*TASK TO CARRY OUT*:
Only a number is wanted here: the count of lines in the data below where the string "Legok" occurs.

*DATA PROVIDED*:
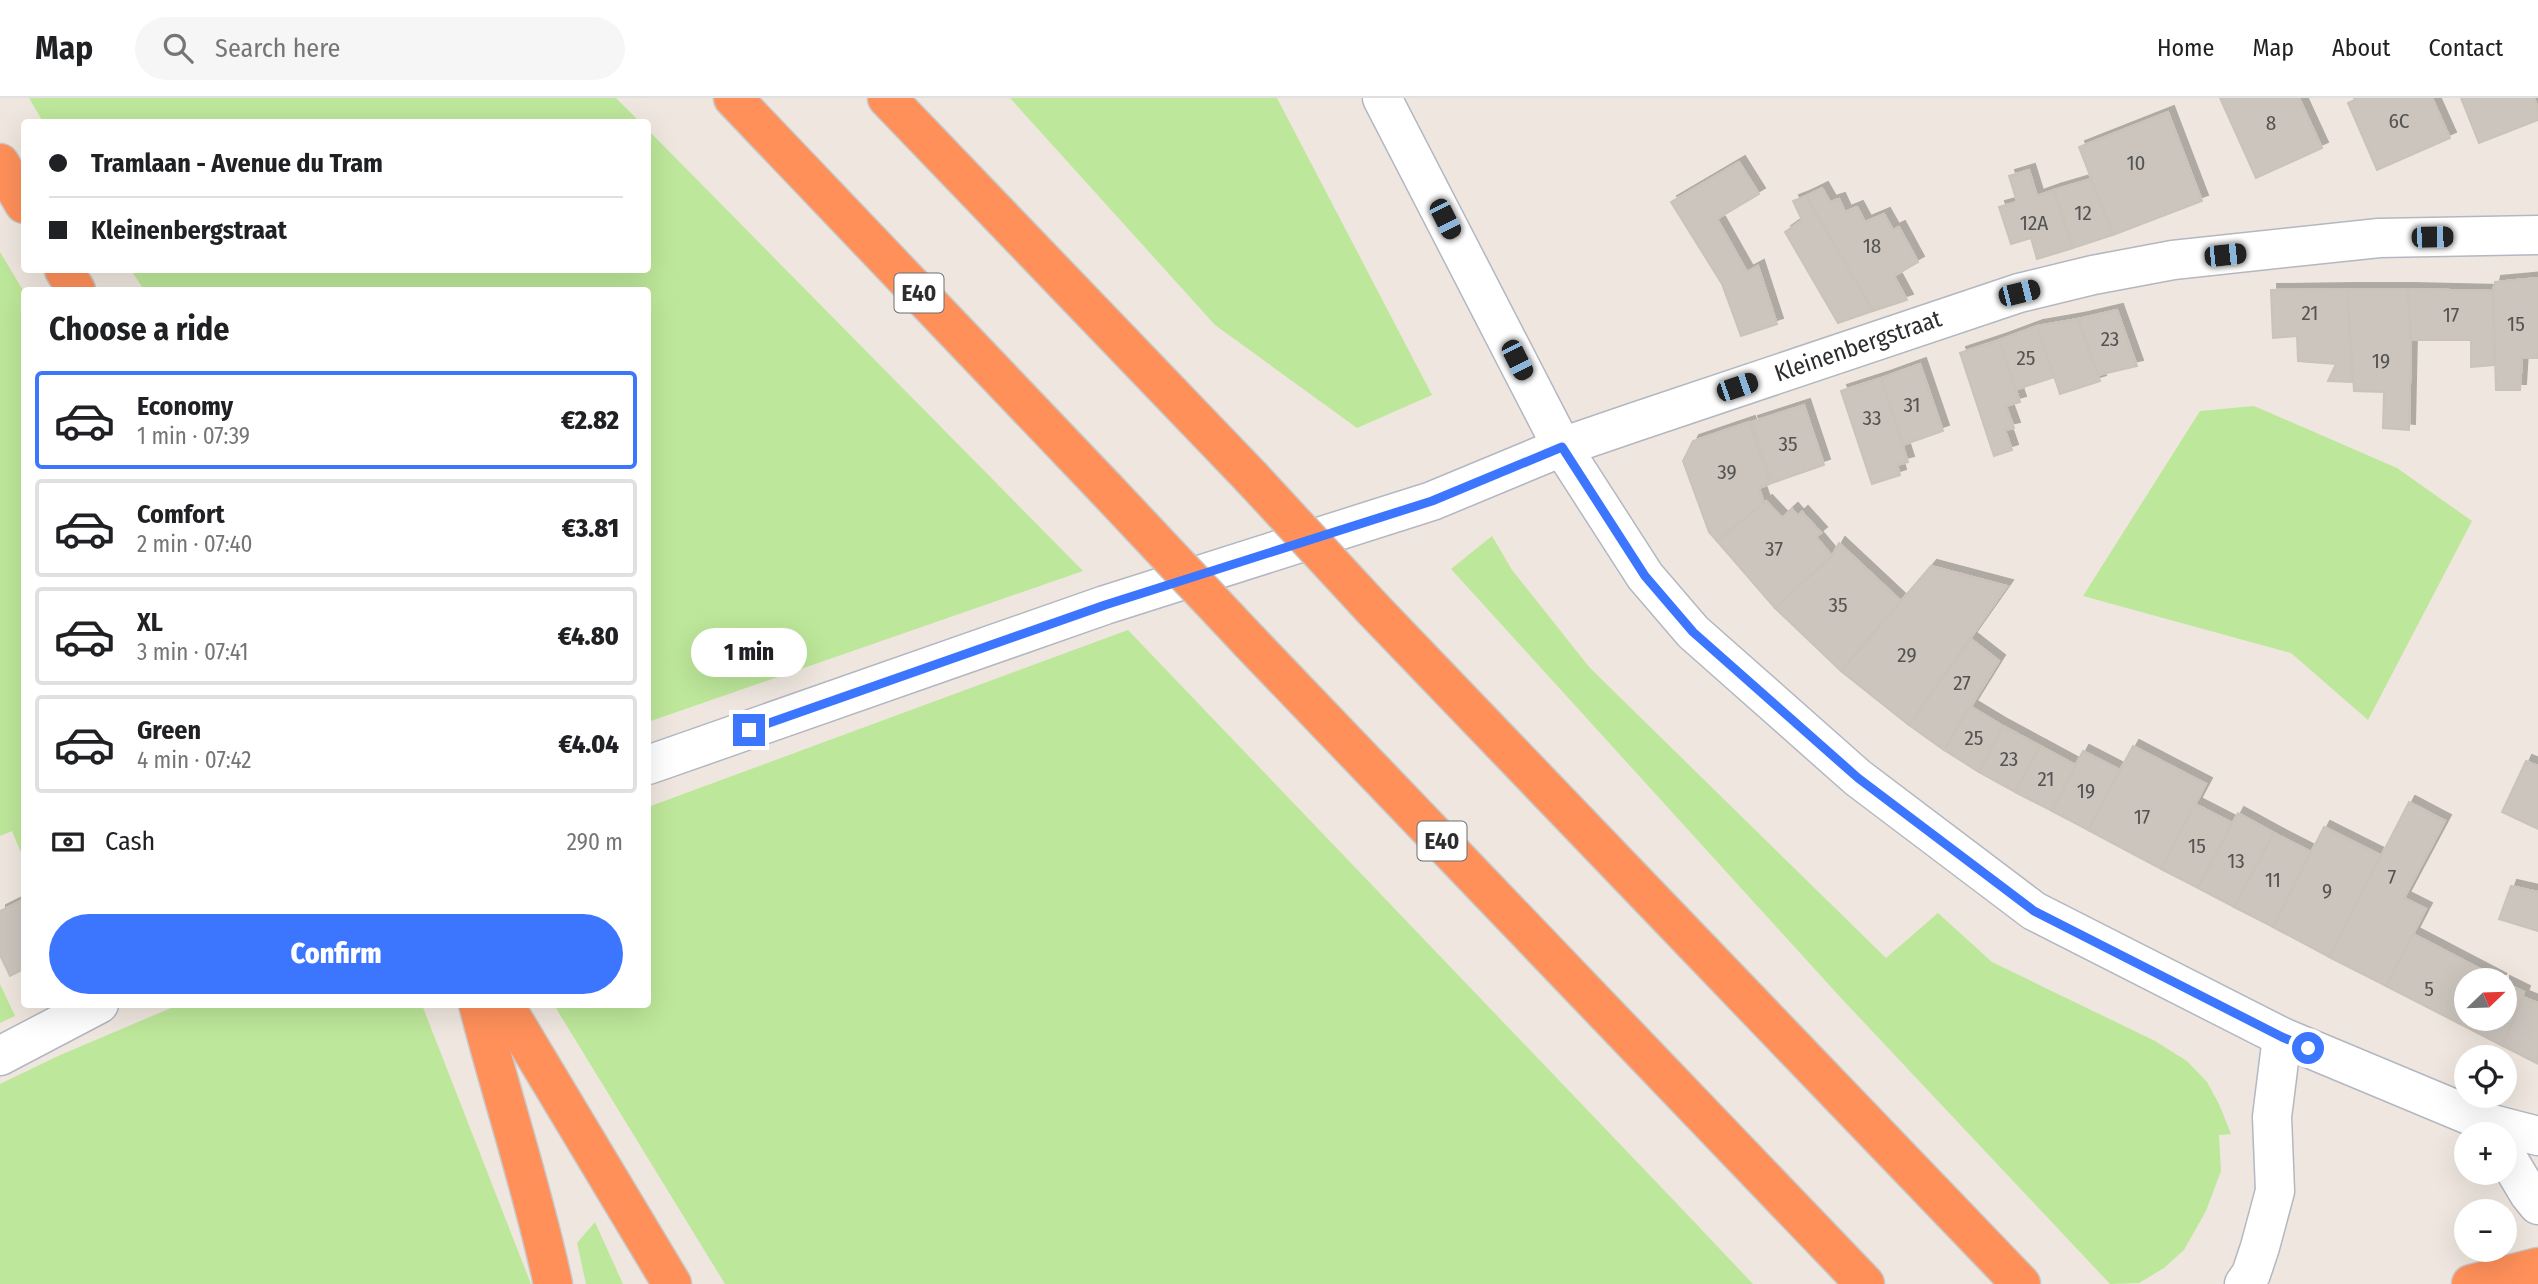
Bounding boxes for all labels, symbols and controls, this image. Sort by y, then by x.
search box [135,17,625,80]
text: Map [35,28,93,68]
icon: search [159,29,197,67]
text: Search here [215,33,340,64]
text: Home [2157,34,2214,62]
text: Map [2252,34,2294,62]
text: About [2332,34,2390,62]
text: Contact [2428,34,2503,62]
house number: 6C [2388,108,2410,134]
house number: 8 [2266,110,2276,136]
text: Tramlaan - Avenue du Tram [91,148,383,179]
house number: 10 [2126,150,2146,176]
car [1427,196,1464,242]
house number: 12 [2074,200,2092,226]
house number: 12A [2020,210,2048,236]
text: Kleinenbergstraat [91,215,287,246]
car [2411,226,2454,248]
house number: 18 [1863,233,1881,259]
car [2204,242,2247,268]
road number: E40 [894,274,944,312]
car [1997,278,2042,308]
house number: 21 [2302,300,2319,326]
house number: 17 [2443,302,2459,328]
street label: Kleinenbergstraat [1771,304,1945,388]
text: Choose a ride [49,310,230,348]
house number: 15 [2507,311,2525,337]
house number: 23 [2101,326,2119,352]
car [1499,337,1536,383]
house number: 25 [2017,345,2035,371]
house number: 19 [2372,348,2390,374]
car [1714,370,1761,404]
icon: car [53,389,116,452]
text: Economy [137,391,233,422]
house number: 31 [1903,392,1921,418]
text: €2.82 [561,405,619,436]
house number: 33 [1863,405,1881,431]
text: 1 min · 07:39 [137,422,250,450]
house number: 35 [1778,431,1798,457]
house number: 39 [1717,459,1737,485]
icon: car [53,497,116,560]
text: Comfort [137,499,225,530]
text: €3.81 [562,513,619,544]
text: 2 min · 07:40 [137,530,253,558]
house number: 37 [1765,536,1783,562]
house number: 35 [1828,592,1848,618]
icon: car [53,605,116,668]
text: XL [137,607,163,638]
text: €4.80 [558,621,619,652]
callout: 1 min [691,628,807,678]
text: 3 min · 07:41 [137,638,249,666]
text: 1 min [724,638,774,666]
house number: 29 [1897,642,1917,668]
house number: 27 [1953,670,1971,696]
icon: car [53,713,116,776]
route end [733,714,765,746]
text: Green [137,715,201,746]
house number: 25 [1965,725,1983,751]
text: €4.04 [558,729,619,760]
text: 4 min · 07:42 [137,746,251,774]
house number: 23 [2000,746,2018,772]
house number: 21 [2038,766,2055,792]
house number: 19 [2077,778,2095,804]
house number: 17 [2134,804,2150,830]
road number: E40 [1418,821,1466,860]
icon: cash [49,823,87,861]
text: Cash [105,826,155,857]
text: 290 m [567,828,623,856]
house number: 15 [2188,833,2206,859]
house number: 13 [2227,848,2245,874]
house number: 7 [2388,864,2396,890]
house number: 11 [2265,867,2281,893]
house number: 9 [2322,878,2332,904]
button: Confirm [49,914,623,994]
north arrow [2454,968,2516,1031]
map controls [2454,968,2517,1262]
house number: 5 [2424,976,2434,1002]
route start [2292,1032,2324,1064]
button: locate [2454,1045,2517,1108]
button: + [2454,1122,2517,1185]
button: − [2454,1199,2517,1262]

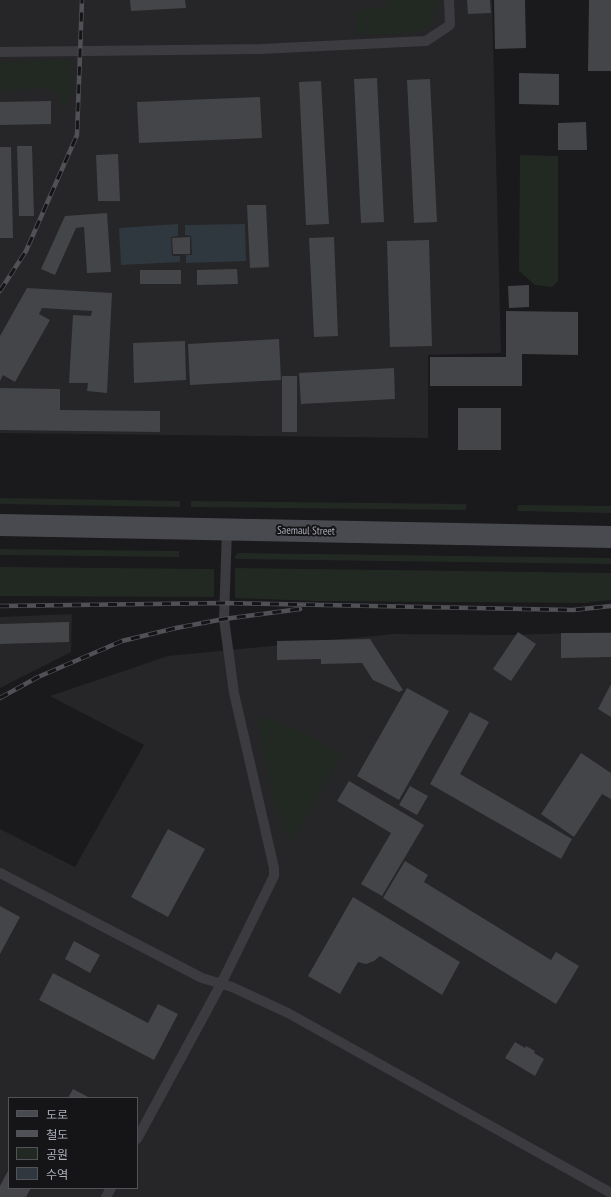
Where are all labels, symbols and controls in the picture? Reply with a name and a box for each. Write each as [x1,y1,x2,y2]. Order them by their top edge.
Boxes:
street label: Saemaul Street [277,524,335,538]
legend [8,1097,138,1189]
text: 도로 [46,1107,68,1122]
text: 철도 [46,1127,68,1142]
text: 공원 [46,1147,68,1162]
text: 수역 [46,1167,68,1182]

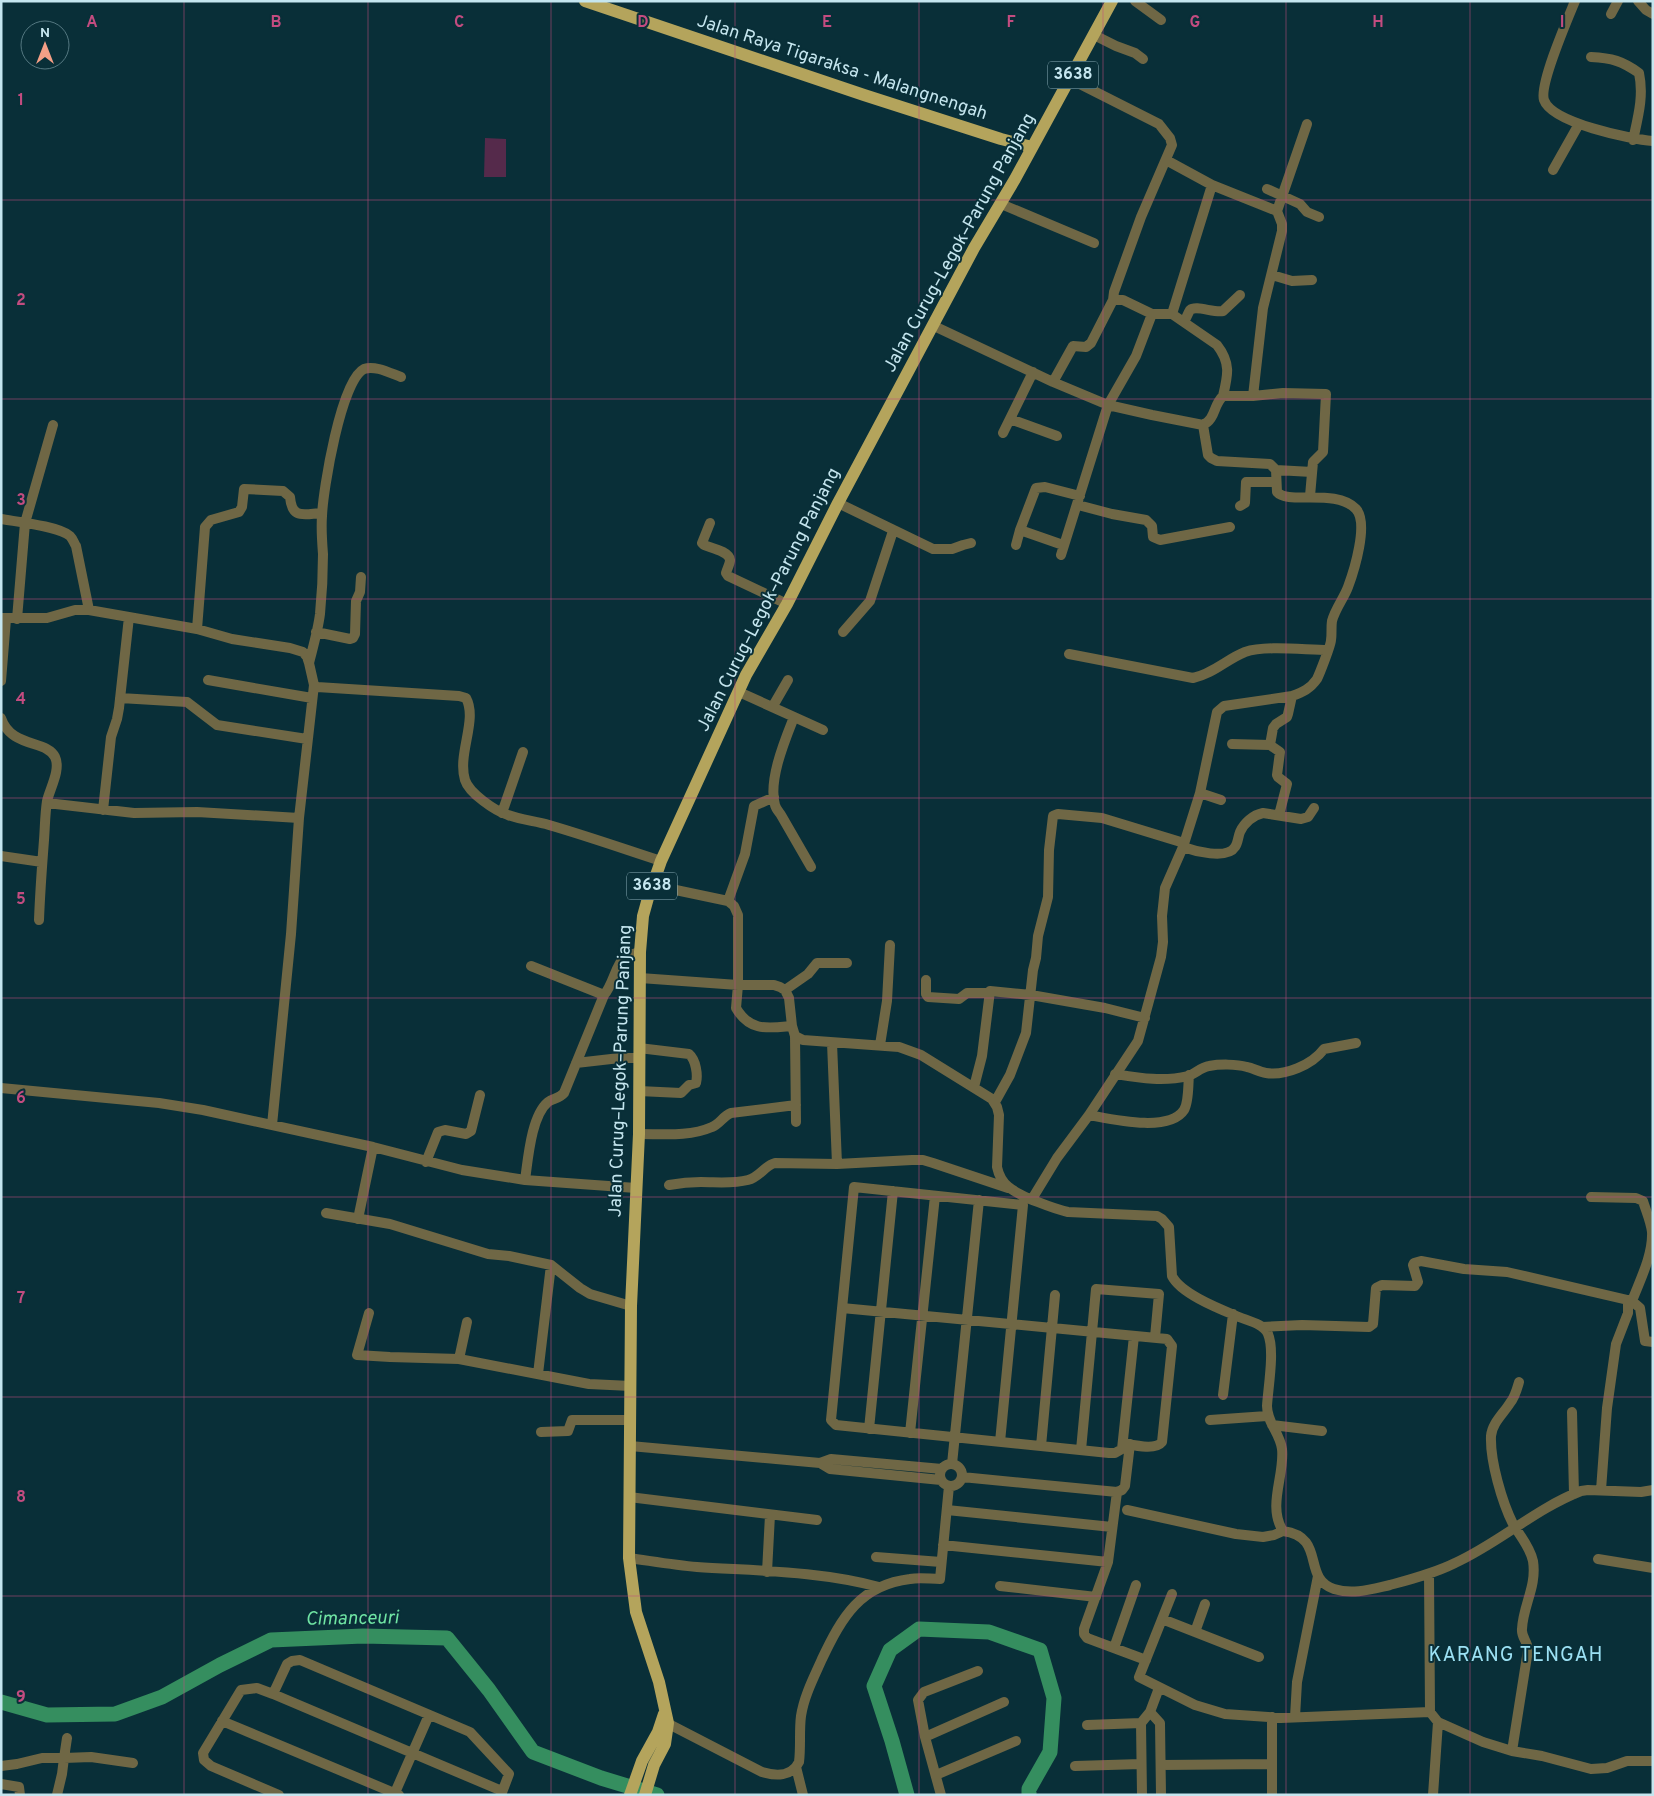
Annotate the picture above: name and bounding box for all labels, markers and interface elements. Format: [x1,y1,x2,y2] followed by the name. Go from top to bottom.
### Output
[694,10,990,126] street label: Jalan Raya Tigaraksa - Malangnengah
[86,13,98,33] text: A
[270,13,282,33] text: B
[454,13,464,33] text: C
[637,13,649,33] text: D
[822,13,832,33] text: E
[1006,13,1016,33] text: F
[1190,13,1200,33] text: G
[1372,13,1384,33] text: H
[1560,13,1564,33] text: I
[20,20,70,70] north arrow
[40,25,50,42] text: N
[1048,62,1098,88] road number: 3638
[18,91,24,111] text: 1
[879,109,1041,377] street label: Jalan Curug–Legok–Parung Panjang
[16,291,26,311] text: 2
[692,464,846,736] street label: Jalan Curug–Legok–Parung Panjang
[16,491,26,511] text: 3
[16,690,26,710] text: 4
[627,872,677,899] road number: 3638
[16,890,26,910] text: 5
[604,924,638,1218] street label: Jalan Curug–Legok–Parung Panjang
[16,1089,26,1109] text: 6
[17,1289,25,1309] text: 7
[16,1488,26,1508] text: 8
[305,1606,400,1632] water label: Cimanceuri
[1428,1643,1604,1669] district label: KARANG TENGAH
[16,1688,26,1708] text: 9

*RESPONSE BELOW*:
3